Mom's close-ranged shout immediately broke me out of my sleep inertia and the gears in my brain began turning at rapid rates. It took me two seconds tops to verify my current situation, and, as I peered through those incredulous and wide eyes of hers behind those half-rimmed glasses, I can't help but long for a meteor to strike me down at this instant.
Because . . .
. . . she was staring straight at the lustrously beautiful girl dozing under the thick and comfy sheets of my bed.
Oh fuck.
"I — I swear, mom! It's not what it looks like!"
"Hikigaya-san," nodded my supervisor. "Enjoy the holiday. Autumnal Equinox Day approaches after your off-day tomorrow, after all."
"Thanks, Muimi-san."
After work, I headed straight for the nearby train station and hopped off of Keisei Makuhari Station to amble home. I then breathed a relaxed sigh of relief, and relished in the cool breeze of Spring's late afternoon wind.
Shaking my head slightly, I smiled at the sight of our lovely abode and sauntered up the door, slipping the key from my right pocket then sliding it up the lock. A faint click echoed up my ears, before I turned the door knob; a rattling sound making itself known as I walked in. Then, as if to grace me of all my lassitude, a certain and cute gray cat came to greet me.
"Meooow."
"Oh, Kamakura-chan, hello~."
Placing my shoes onto the genkan, I— . . . hm? Those shoes . . . ? I don't recognize them. There were three sets of shoes here. First off, the big pair obviously belongs to Hachiman, with the smallest being discernible as Komachi's . . . but whose is this other set? My husband's are relatively the same size as Hachiman's . . .
"Mom~! You're home early," greeted Komachi, as she neared me jovially and gave a hug.
"Mhm . . . aaaah. I'm so tired." I blinked down at the floor. "By the way, Komachi . . . did you buy a new set of shoes?"
It can't be her friends', can't it? She doesn't invite anyone home at all . . . it can't be Hachiman either considering how he sometimes monologues about how "friends are but parasites in the life fraught with constant social degradation and communal hierarchies" or something like that.
"Huh? Where?"
Following my gaze, she stared down at the shoes then squealed a very big grin. Oh, how you remind me of myself in the younger days, Komachi . . .
"I — I can't believe I missed . . . kyaaaaaa~!"
"What's wrong?"
"N-nothing, mom! You'll see later!" she smirked.
Ah, she's even just as mischievous as I used to be . . .
Well, whatever this is about . . . Hachiman probably just bought her a new pair. Ah, my son is finally growing up. Oh, well, I don't have much time to care about minuscule things right now. I need to rest . . . Fatigue truly is a powerful adversary.
"Don't worry about Onii-chan, mkay?
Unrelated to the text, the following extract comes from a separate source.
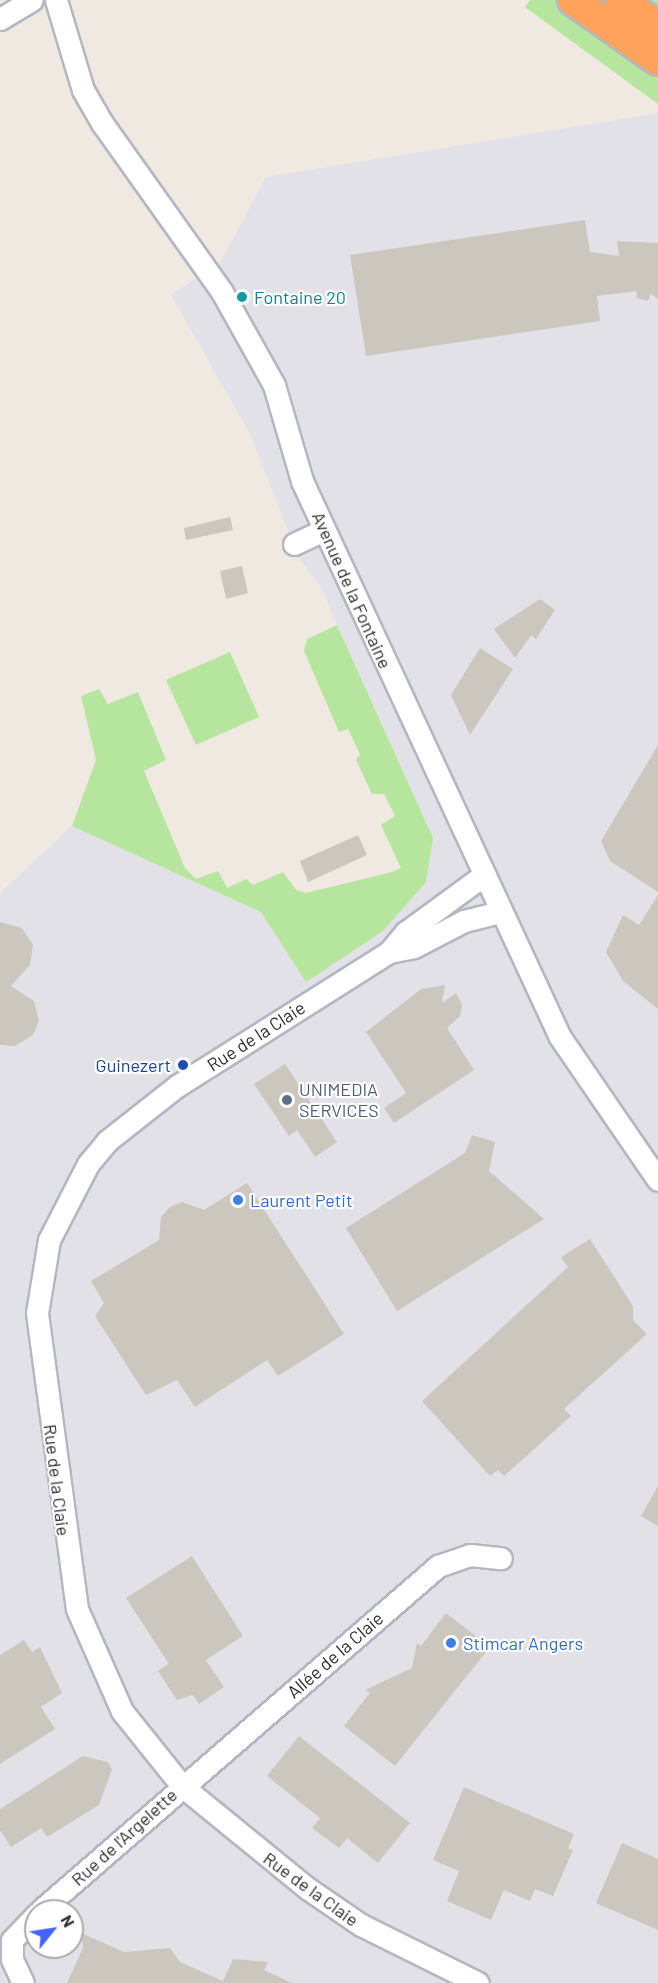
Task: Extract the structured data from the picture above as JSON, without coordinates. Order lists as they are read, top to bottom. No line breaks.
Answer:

He's probably dozing off again."
"Okay."
With an easy breath, I began trudging onwards to the living room with Kamakura-chan and Komachi hot on my tail. Once I arrived, I relaxed at the softness emanating from the sofa after sitting down, and rested my head at the tip of the backrest.
"Home at last . . . "
Tap Tap Tap
But, then, I felt an odd sensation . . . like a finger poking my cheeks—!
"E-eh?"
"Mom~! Dinner's ready!"
"Oh . . . sorry, Komachi. I didn't mean to sleep for so long."
"It's okay! I've been having a really good cooking teacher lately, you knowwww?"
A cooking teacher?
"Is it one of your new friends?"
"Yup! Well, not really new . . . but that's basically the gist of it."
Sitting up with a yawn, I stretched my neck and bits of my joints—letting me wake up from the slumber I previously held. How pitiful, that must've been, letting your own daughter cook for you when you were already here. This certainly is a first. Ahhh, I'll just make breakfast tomorrow. Komachi wouldn't mind, and I'm sure Hachiman still hates his tomatoes.
"You're really becoming responsible lately, Komachi."
"Mm, hee-hee."
How cute. You truly take after your own mother.
"How was school, honey?"
"Mooom~. Don't call me that anymore!" she huffed, pouting. "I'm grown up now, in high school!"
"Impossible! You are still my dear baby Komachi."
"Eugh . . . sometimes, you act a lot like Onii-chan, you know. And I always thought he took after dad . . ."
"Fufu . . . Well, I'll call your older brother now. It's the least I can do," stated I, as I stood up and smiled. I noticed earlier that Hachiman hasn't come down yet. "He's still in his room, eh?"
She grinned brightly and nodded, donning again that puckish smirk.
"Watch out, mom . . . he might still be asleep. I bet he got real comfortable up there."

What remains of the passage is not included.